About the ISB Cancer Genomics CloudΒΆ
The ISB-CGC provides interactive and programmatic access to the TCGA data, leveraging many aspects of the Google Cloud Platform including BigQuery, Compute Engine, App Engine, Cloud Datalab and Google Genomics. Open-access clinical and biospecimen information for all TCGA patients and samples, combined with the Level-3 TCGA data and genomic reference and platform-annotation sources are stored in BigQuery, enabling fast SQL-like queries against the entire dataset. Controlled-access DNA and RNA sequence data is available to dbGaP-authorized users in the original BAM and FASTQ file formats.

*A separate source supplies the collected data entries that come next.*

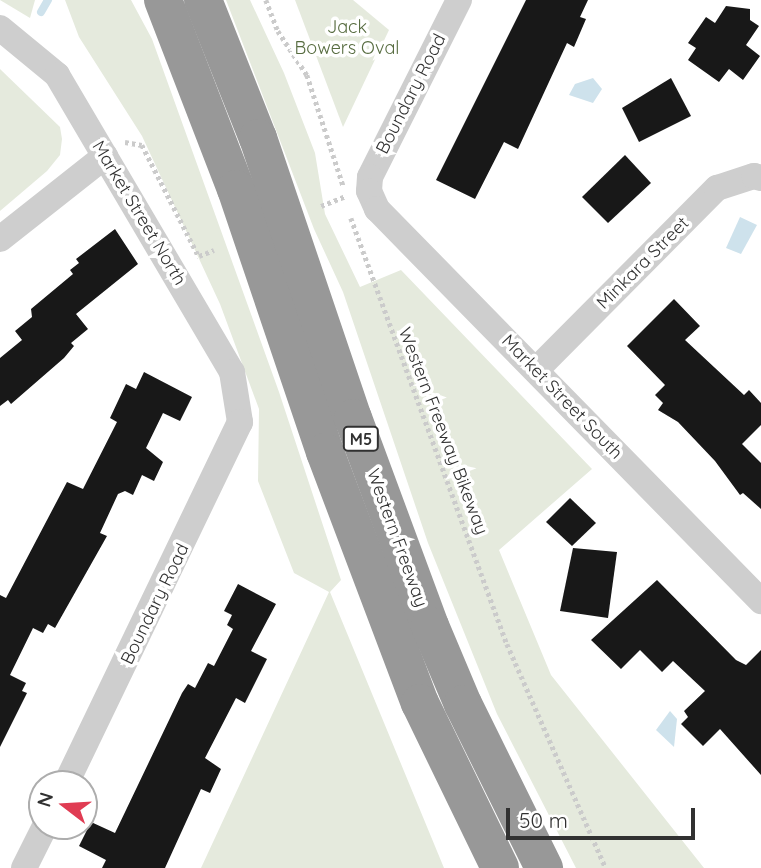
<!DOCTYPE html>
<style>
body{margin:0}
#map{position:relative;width:761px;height:868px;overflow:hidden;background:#fff;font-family:Quicksand,sans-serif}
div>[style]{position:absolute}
.green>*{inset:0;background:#e5eadd}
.water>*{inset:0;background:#cee2ec}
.stream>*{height:8px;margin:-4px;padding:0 4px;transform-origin:4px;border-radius:4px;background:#cee2ec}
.building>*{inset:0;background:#181818}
.path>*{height:4.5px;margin-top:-2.25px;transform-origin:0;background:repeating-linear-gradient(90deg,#cbcbcb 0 3.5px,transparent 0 7px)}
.minor>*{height:26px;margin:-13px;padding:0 13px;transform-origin:13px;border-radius:13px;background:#cecece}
.motorway>*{height:38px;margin:-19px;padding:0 19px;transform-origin:19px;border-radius:19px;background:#989898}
span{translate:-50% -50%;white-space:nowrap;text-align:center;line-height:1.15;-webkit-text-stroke:7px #fff;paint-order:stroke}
.shield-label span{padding:2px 5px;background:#fff;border:2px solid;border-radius:5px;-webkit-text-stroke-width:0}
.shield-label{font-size:16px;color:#313131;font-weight:700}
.park-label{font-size:18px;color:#576c40}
.street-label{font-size:18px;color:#313131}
.north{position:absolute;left:28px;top:770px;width:70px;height:70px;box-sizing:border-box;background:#fff;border:2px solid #adadad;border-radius:50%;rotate:287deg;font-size:19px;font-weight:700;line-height:28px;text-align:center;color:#313131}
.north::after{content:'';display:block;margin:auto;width:24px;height:32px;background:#e03c53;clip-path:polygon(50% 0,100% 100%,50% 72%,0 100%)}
.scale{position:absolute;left:506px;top:808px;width:189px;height:32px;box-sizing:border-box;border:4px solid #313131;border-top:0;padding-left:9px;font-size:21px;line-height:24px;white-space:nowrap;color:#313131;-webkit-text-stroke:5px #fff;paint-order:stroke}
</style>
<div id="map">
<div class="green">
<div style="clip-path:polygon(0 0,35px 0,30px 18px)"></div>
<div style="clip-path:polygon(65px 0,131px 0,152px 39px,279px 392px,341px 580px,330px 592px,444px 868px,201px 868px,329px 592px,294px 573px,258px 481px,259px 409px,220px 304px,142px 136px,79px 37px)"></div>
<div style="clip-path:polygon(226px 0,250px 0,284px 73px,315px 153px,325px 214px,360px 287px,401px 270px,592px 469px,499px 550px,551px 675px,704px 868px,576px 868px,497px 714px,428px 543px,343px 292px,314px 229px)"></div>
<div style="clip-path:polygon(295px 0,353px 0,389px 30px,343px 127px)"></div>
<div style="clip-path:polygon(0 69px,60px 127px,62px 139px,60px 155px,47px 171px,0 211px)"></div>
</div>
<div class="water">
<div style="clip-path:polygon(593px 78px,602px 89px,593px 103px,569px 95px,575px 84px)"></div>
<div style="clip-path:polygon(740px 217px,757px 225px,741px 254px,726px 248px)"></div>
<div style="clip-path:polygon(670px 711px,677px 719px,674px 747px,656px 730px)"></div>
</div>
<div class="stream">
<div style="left:41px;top:12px;width:14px;rotate:-60deg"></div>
</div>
<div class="building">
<div style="clip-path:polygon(526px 0,588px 0,580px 17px,586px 19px,574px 47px,567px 43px,518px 149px,504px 142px,475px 199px,436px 180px)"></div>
<div style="clip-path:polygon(726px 6px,750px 9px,750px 20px,759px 26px,746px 45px,760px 56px,743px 80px,729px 69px,719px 82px,688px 60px,696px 48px,688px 43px,706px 17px,715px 23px)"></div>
<div style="clip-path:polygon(671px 78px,691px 116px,639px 142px,622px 108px)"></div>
<div style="clip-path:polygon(625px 155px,651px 183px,608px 223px,582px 197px)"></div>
<div style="clip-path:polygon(115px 229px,138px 264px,76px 314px,88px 329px,71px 343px,74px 346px,64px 358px,11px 404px,8px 400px,0 406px,0 358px,22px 340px,15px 331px,32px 317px,31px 309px,73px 274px,70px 270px,79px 263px,76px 259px)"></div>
<div style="clip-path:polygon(674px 299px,700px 326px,685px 340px,744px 395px,749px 390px,761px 403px,761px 425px,742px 444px,761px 463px,761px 509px,743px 493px,740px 495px,715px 461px,678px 422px,658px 410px,663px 403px,655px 395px,665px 385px,627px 346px)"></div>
<div style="clip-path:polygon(144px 372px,192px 397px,180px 421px,163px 413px,146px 448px,163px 462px,154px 481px,142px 475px,133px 495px,125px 491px,118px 494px,100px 533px,107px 536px,55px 628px,48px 624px,43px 633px,33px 628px,10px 675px,26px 683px,22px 691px,27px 693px,0 747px,0 595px,6px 598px,67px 482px,83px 489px,117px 422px,110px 418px,126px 384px,136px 389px)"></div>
<div style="clip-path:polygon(570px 498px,596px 523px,572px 546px,546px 522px)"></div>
<div style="clip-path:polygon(573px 548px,617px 552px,608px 618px,560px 611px)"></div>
<div style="clip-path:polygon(657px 580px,736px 660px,746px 665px,761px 650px,761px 775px,720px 729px,703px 746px,681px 724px,688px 717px,684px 711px,705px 691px,673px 661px,662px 672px,640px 650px,621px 669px,591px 640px)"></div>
<div style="clip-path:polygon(238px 584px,276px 604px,251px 651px,267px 659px,245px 703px,236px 698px,205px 758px,221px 769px,210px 793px,201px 789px,165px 868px,102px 868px,106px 860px,79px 846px,91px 822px,115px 833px,182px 693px,188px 684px,195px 688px,208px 663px,214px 666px,233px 629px,227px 625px,232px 615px,224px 611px)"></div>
</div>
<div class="path">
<div style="left:266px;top:0;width:33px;rotate:69deg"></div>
<div style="left:278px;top:31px;width:53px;rotate:56.6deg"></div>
<div style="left:307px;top:75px;width:116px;rotate:71.9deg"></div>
<div style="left:125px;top:142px;width:17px;rotate:10deg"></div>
<div style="left:142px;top:145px;width:126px;rotate:63deg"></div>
<div style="left:321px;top:206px;width:27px;rotate:-22deg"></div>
<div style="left:351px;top:218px;width:454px;rotate:69.9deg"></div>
<div style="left:507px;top:644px;width:245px;rotate:66.2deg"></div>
<div style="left:199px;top:256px;width:16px;rotate:-22deg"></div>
</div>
<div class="minor">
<div style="left:459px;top:0;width:198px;rotate:116.7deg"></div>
<div style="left:370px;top:177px;width:14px;rotate:94deg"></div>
<div style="left:369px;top:191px;width:20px;rotate:66deg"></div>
<div style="left:377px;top:209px;width:549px;rotate:45.59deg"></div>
<div style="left:0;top:28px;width:74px;rotate:39.5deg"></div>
<div style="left:57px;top:75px;width:345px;rotate:59.5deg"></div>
<div style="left:232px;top:372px;width:51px;rotate:80.9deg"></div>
<div style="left:240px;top:422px;width:402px;rotate:115.7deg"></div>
<div style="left:0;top:239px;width:134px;rotate:-38.3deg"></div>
<div style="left:536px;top:370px;width:257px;rotate:-45.2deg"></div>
<div style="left:717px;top:188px;width:39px;rotate:-18deg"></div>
<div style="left:754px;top:176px;width:7px;rotate:16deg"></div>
<div style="left:24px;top:868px;width:47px;rotate:-63.4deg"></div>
</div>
<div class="motorway">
<div style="left:163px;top:0;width:203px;rotate:68.9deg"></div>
<div style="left:236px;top:189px;width:278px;rotate:71.3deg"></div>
<div style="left:325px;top:452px;width:268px;rotate:69.3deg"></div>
<div style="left:420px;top:703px;width:183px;rotate:64.1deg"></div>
<div style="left:203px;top:0;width:149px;rotate:68.3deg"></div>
<div style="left:258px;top:138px;width:296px;rotate:71.3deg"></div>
<div style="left:353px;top:418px;width:222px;rotate:69.7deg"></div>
<div style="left:430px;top:626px;width:85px;rotate:67.1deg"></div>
<div style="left:463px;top:704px;width:183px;rotate:63.7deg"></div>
</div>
<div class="shield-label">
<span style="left:361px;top:439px">M5</span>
</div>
<div class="park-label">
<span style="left:347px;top:38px">Jack<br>Bowers Oval</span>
</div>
<div class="street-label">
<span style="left:411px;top:94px;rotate:-63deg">Boundary Road</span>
<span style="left:139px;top:213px;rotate:59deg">Market Street North</span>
<span style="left:643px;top:263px;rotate:-45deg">Minkara Street</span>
<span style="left:562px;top:397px;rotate:46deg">Market Street South</span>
<span style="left:443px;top:431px;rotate:69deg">Western Freeway Bikeway</span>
<span style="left:397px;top:538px;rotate:70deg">Western Freeway</span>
<span style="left:155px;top:604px;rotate:-64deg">Boundary Road</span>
</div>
<div class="north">N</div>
<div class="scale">50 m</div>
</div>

The ISB-CGC aims to serve the needs of a broad range of cancer researchers ranging from scientists or clinicians who prefer to use an interactive web-based application to access and explore the rich TCGA dataset, to computational scientists who want to write their own custom scripts using languages such as R or Python, accessing the data through APIs, to algorithm developers who want to spin up thousands of virtual machines to rapidly analyze hundreds of terabytes of sequence data. The ISB-CGC allows scientists to interactively define and compare cohorts, examine the underlying molecular data for specific genes or pathways of interest, and share insights with collaborators around the globe.